Said Rees: “He is just a guy who wants to make a difference. He’s not a one-and-done kind of person. He wants to move needles.”
Back where he belongs
Back at the house, between throwing to Brody’s team and taking Presley, an elite soccer player, to an evening practice, Schumaker and Lindsey are talking about the coming year.
When he was in Miami, it was a six-hour flight and virtually impossible to do for a quick weekend visit without interrupting the kids’ schedules. He didn’t see any of Brody’s games last year as he rose to a top prospect in Orange County. There is hope that he’ll get to see some games in college, though, especially since Brody is a TCU commit. He’s hoping Presley and SMU match up for soccer.
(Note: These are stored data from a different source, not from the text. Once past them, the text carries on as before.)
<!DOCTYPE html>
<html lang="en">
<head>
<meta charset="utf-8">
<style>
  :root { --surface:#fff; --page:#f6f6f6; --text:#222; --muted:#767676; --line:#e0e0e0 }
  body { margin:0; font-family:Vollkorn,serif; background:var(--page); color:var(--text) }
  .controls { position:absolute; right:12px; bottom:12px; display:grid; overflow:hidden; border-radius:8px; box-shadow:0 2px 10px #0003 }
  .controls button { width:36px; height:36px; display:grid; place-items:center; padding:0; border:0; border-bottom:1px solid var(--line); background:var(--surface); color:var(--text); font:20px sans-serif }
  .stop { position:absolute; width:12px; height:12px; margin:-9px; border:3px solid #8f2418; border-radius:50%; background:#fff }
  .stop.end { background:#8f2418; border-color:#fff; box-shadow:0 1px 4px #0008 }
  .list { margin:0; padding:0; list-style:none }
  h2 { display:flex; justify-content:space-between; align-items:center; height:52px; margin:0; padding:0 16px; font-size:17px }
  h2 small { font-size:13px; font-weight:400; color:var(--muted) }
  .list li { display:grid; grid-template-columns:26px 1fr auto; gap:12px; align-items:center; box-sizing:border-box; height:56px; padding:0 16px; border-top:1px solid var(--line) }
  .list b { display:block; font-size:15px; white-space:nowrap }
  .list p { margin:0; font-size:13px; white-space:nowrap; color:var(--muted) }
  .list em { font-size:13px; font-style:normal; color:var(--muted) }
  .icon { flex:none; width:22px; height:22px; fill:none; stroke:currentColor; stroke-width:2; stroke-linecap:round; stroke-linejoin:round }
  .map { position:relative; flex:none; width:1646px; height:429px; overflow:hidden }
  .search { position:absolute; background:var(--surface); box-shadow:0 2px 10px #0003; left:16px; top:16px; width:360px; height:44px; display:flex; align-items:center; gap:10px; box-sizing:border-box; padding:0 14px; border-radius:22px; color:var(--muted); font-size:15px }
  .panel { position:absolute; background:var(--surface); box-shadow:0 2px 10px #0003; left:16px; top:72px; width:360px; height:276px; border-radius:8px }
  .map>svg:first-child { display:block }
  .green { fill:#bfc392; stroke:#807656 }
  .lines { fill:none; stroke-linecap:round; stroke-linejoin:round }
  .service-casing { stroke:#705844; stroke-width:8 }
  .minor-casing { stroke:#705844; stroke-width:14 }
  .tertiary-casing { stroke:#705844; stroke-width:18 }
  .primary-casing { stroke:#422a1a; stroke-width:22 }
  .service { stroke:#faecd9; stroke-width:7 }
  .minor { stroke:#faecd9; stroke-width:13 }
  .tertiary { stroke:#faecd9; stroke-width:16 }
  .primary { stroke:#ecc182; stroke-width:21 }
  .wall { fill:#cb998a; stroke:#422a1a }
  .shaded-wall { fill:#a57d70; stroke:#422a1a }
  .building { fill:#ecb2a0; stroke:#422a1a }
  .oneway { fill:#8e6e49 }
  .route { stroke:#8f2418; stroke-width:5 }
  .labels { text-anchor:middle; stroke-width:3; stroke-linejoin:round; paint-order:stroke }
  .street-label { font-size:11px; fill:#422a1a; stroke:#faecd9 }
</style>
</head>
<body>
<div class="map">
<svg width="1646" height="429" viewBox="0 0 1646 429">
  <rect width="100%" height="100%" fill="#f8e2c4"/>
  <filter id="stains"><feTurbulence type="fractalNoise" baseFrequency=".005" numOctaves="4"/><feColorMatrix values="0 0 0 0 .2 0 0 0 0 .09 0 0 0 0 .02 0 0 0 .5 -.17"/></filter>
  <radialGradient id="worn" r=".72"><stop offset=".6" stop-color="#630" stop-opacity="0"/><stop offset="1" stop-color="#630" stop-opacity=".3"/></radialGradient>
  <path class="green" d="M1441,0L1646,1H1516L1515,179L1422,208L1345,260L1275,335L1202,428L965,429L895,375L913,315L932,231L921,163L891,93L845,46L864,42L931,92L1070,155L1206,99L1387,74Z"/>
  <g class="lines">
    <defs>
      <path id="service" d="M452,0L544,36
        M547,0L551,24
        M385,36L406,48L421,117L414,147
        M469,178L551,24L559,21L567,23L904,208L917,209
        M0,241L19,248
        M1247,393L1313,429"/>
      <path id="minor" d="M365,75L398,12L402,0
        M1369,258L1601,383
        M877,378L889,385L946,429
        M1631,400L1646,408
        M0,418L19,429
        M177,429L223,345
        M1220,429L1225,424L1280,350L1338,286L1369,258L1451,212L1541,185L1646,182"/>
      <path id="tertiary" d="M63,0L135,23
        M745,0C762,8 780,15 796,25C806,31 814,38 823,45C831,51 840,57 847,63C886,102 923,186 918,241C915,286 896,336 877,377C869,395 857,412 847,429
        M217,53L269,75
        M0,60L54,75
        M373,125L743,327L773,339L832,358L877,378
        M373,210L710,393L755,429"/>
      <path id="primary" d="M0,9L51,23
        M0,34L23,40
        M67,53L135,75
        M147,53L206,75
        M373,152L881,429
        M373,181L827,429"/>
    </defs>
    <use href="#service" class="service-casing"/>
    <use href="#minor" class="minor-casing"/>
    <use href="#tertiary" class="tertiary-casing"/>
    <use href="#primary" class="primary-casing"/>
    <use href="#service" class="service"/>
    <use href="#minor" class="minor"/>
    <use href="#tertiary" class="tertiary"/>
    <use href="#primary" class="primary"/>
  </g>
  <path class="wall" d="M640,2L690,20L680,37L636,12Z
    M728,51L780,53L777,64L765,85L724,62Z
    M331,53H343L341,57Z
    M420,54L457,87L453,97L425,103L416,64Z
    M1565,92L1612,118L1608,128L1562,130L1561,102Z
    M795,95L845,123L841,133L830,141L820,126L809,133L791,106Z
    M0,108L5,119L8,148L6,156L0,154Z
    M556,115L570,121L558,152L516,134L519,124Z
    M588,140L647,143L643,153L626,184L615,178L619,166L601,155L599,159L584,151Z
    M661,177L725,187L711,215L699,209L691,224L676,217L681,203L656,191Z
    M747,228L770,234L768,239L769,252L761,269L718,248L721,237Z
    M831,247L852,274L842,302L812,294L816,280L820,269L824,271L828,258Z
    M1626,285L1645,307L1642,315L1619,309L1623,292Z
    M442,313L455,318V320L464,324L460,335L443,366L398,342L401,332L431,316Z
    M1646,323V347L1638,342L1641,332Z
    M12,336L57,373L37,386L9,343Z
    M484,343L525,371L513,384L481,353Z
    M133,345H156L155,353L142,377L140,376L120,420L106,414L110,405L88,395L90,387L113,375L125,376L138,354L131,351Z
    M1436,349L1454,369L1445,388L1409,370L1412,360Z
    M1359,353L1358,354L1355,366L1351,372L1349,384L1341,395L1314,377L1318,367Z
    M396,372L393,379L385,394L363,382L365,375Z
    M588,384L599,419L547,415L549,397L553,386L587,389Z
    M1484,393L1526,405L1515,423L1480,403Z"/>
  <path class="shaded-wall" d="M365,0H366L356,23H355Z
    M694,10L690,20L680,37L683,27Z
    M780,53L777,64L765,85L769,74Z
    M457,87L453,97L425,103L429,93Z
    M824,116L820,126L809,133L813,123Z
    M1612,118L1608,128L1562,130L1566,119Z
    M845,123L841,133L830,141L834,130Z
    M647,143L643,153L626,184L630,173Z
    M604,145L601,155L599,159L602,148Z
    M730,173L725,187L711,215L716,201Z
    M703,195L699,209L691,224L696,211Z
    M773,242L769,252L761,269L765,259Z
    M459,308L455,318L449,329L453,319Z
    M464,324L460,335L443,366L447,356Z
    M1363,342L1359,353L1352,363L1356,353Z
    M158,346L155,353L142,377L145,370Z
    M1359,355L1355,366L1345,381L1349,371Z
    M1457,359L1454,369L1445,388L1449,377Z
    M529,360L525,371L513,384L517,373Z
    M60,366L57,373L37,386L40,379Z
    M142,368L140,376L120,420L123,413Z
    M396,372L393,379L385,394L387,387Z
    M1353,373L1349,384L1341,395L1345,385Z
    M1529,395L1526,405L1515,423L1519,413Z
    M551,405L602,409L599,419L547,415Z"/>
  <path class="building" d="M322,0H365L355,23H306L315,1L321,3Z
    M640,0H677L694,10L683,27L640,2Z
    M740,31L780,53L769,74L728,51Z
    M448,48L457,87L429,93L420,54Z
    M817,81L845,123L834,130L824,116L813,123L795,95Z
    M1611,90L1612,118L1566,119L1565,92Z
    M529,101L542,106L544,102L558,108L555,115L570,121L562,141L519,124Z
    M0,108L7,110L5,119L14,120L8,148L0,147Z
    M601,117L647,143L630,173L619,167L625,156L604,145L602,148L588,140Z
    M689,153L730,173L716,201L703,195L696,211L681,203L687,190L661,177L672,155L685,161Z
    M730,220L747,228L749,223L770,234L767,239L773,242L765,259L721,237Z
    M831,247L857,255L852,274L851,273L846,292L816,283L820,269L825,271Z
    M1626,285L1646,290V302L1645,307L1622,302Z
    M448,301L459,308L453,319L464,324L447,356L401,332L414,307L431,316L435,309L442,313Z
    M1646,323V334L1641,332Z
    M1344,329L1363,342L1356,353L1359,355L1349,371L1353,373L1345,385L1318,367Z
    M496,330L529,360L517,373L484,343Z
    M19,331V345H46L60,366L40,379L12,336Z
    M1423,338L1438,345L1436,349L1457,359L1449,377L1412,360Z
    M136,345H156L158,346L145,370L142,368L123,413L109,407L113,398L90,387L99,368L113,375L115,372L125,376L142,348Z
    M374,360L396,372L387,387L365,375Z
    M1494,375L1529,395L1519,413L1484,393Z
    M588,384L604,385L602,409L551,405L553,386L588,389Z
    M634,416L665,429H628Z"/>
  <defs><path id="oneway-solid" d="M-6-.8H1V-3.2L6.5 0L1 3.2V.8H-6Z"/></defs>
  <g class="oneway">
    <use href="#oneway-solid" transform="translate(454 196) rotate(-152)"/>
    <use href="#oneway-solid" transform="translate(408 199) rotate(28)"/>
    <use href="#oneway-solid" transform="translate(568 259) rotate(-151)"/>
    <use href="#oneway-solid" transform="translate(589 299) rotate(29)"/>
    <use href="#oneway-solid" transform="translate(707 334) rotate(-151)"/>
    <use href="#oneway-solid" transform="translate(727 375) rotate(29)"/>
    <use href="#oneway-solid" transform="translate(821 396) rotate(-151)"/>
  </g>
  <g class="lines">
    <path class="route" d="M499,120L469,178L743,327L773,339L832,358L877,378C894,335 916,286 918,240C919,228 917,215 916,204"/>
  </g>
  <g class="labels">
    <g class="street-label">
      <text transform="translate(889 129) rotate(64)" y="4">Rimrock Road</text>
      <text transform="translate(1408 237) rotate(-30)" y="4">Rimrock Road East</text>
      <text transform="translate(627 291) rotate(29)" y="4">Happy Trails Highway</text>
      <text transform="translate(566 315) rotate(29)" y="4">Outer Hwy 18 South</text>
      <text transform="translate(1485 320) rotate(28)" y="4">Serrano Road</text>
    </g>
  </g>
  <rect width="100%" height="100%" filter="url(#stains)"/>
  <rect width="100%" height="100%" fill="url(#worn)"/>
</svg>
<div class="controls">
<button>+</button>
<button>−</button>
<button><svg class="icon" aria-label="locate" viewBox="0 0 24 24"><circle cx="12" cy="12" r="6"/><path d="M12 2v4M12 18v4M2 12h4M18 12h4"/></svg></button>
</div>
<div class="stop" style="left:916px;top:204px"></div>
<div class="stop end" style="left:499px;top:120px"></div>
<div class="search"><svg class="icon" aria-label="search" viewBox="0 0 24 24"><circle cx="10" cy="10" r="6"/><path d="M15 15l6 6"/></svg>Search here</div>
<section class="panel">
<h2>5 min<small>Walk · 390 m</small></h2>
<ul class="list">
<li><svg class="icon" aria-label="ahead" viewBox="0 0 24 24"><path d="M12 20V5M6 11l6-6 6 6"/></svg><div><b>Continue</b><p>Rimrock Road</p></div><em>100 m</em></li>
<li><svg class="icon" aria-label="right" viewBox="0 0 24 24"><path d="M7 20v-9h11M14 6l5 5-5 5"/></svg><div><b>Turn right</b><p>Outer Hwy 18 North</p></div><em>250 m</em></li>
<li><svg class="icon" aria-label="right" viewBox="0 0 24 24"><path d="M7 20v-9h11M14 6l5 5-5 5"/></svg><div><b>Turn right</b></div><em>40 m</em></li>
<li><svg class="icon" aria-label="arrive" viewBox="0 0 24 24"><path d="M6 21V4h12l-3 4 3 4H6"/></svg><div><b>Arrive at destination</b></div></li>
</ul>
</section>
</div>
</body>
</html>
But both he and Lindsey know the next year will be full of separation.
But, Lindsey says, she can’t really imagine Skip being whole without baseball.
“He’s such a perfectionist and that’s why he’s so good at what he does,” she says. “He’s so intentional about relationships; I always tell him it’s one of his best qualities. He’s got such a gift for baseball. He knows how to do this so well and it would be tragic if he stopped. He was born to do this.”
Said Ng: “When he got the job, I just sent him a text that said ‘you are back where you belong.’ He deserves the world.”
Where he belongs now is Arlington. Come April, he will plant himself there. And there he intends to bloom. And maybe keep a receipt or two.